* [GIVEN INFORMATION]:
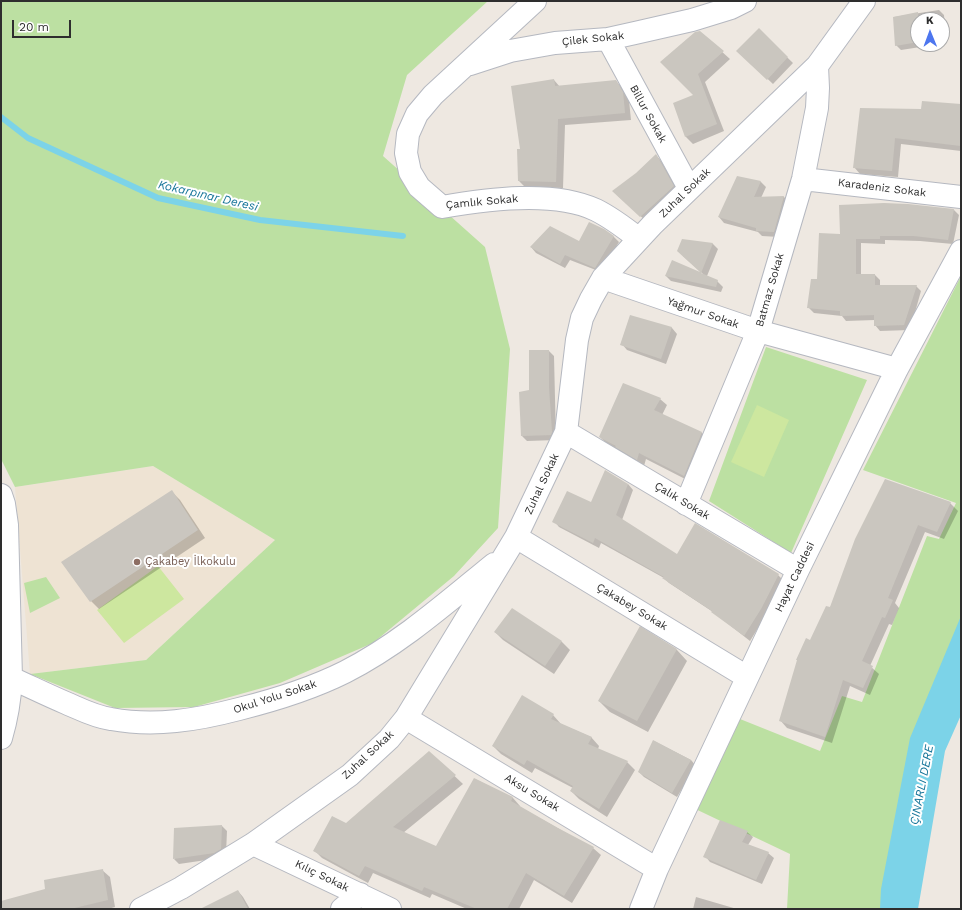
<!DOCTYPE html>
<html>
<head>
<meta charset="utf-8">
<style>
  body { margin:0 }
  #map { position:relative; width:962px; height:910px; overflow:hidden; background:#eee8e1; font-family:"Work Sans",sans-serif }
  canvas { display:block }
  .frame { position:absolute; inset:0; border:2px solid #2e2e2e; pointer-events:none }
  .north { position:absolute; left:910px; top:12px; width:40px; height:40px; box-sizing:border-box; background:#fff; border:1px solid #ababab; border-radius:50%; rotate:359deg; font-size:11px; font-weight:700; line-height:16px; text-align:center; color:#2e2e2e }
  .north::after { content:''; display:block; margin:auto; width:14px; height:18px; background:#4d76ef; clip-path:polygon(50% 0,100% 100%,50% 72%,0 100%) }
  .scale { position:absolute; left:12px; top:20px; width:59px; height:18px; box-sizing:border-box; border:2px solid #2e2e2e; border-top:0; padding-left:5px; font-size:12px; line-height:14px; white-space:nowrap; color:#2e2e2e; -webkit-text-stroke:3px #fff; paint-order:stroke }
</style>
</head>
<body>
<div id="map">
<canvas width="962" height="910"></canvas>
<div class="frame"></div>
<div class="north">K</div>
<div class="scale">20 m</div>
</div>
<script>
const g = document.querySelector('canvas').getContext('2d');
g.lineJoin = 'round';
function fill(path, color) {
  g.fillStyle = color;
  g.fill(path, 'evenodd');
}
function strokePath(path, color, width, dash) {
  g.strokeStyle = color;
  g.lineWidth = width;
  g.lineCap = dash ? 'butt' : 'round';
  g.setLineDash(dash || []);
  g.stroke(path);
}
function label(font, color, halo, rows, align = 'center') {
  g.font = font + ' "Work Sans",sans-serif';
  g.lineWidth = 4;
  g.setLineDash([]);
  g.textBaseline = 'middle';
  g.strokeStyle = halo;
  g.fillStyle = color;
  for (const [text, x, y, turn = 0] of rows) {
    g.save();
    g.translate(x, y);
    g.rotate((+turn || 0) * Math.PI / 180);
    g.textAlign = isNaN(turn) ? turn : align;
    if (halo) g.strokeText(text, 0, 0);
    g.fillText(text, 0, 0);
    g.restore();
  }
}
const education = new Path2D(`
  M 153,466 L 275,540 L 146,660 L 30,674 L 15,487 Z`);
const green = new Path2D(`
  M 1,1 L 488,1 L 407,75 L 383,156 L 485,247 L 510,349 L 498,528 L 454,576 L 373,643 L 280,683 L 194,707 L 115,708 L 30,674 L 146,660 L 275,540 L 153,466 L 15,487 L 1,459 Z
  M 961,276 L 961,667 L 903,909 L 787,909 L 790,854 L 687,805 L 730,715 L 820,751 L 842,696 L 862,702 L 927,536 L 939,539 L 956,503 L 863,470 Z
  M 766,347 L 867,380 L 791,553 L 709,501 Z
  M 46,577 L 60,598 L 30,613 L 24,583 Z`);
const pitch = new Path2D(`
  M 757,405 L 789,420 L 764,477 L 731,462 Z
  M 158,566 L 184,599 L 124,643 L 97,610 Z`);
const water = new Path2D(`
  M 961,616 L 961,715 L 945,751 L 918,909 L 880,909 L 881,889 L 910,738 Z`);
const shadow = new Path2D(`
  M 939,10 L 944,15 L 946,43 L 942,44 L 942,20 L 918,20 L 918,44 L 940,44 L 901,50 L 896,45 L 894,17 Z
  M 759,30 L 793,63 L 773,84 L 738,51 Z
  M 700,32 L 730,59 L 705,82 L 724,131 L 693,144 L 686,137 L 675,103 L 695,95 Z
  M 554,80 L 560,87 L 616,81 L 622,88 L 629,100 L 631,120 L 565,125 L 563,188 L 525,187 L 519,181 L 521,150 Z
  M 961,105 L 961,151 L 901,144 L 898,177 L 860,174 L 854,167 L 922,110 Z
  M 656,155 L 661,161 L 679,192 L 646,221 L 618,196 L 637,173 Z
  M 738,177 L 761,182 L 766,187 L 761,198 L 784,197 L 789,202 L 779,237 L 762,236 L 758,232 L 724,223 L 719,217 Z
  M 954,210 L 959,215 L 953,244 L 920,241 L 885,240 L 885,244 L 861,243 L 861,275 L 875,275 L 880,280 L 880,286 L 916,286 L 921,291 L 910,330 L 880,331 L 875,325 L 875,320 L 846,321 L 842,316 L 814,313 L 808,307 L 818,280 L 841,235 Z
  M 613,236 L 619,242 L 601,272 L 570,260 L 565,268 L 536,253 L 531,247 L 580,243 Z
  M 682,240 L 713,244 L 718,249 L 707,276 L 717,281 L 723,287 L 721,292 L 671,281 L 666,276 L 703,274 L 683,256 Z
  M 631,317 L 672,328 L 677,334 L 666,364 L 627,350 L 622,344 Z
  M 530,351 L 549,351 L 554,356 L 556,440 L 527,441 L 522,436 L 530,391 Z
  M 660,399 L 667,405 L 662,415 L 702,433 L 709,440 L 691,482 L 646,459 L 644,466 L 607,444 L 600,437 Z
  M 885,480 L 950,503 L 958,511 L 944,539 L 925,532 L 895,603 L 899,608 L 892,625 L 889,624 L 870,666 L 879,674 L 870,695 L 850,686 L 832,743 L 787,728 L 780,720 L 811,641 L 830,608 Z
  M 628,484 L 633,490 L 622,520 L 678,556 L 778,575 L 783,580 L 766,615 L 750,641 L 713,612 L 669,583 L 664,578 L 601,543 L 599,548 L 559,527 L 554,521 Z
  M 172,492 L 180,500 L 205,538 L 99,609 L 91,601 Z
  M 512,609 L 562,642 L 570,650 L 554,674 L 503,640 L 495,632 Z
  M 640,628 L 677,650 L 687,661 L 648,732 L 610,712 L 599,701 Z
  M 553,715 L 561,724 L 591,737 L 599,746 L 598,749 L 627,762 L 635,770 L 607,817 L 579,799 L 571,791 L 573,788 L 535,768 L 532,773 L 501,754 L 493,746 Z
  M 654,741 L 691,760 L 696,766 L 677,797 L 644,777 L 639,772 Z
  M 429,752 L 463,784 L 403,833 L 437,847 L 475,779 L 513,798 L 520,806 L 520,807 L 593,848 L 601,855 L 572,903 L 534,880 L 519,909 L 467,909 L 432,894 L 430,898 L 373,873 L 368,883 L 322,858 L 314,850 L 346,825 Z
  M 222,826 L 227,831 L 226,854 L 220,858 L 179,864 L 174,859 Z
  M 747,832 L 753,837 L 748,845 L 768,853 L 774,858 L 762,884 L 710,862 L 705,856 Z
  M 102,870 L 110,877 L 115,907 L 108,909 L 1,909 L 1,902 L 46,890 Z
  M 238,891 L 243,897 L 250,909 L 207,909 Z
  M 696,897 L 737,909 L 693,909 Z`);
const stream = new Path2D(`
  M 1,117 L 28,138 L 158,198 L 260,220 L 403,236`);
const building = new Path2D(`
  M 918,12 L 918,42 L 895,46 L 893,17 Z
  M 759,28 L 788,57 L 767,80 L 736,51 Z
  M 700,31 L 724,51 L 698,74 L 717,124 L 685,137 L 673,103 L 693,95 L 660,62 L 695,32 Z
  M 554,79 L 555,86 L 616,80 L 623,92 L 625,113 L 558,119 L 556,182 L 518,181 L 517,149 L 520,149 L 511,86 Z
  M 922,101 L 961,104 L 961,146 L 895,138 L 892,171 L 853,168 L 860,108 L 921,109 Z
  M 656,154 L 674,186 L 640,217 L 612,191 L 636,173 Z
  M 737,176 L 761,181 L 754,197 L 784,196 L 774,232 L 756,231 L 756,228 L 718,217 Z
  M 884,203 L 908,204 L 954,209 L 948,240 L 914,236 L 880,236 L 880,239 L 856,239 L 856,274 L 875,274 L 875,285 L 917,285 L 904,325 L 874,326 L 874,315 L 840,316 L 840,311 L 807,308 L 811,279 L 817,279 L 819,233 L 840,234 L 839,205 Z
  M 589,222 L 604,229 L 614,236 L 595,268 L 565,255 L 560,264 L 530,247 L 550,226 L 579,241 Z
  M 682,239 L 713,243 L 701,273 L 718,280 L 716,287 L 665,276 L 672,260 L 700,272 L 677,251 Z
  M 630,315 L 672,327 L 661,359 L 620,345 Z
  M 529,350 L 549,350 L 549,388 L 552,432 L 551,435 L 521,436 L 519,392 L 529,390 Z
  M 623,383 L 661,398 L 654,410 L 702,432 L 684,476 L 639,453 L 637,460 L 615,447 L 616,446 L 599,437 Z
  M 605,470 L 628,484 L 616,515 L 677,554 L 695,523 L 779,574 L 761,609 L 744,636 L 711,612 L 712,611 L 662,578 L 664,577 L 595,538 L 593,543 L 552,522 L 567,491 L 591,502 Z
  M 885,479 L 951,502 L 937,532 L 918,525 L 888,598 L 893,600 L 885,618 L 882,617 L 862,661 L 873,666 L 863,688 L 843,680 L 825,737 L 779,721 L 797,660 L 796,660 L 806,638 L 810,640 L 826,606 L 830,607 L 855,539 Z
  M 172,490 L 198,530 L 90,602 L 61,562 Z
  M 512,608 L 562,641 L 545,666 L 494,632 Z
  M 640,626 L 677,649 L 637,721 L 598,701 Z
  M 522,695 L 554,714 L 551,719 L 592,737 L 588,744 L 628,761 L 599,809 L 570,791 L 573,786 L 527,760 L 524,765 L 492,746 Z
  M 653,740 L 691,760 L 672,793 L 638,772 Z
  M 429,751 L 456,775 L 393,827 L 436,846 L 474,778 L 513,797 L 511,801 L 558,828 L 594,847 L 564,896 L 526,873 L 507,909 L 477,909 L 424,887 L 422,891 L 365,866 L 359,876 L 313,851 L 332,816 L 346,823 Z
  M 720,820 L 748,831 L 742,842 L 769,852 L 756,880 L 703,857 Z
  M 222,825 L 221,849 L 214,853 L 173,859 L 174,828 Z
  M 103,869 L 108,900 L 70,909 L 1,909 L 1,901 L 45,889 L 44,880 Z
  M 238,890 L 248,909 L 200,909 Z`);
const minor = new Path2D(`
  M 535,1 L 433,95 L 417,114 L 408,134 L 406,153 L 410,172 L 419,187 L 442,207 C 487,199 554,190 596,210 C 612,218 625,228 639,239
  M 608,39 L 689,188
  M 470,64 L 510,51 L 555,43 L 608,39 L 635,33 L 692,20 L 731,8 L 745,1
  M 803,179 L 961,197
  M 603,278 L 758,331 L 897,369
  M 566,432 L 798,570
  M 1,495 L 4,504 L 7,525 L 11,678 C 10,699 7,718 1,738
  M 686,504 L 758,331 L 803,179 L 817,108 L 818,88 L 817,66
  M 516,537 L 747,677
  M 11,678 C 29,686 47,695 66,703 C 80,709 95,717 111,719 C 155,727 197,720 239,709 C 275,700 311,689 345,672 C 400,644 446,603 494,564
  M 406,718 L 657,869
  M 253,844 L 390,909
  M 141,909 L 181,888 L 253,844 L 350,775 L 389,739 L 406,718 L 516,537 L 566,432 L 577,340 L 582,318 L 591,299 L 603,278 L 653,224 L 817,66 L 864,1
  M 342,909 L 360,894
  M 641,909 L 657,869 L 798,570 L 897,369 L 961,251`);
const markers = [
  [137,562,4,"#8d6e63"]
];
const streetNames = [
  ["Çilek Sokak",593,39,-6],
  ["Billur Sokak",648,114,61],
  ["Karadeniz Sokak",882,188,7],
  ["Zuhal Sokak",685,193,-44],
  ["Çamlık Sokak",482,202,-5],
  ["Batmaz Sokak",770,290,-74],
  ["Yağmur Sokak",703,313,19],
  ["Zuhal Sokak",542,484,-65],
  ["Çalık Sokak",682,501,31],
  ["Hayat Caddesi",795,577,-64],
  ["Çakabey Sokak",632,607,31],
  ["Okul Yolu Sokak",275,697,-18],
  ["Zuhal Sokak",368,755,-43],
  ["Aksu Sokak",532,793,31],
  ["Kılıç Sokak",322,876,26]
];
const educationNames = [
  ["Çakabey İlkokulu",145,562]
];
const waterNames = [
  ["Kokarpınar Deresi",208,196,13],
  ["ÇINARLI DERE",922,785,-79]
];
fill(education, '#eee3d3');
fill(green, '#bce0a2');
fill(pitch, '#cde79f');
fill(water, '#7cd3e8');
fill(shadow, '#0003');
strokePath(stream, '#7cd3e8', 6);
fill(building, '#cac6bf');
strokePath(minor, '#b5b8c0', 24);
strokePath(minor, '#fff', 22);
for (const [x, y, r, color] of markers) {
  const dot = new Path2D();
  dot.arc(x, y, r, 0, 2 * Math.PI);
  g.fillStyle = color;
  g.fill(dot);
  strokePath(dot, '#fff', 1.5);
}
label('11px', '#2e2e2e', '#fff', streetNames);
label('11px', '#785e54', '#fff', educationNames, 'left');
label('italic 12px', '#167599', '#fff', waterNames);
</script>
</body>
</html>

* [TASK DIRECTIONS]:
All that is wanted is the stretch of lines above from the one containing "M 530,351 L" through the one containing "M 628,484 L", duplicated exactly.

* [EXERCISE SOLUTION]:
  M 530,351 L 549,351 L 554,356 L 556,440 L 527,441 L 522,436 L 530,391 Z
  M 660,399 L 667,405 L 662,415 L 702,433 L 709,440 L 691,482 L 646,459 L 644,466 L 607,444 L 600,437 Z
  M 885,480 L 950,503 L 958,511 L 944,539 L 925,532 L 895,603 L 899,608 L 892,625 L 889,624 L 870,666 L 879,674 L 870,695 L 850,686 L 832,743 L 787,728 L 780,720 L 811,641 L 830,608 Z
  M 628,484 L 633,490 L 622,520 L 678,556 L 778,575 L 783,580 L 766,615 L 750,641 L 713,612 L 669,583 L 664,578 L 601,543 L 599,548 L 559,527 L 554,521 Z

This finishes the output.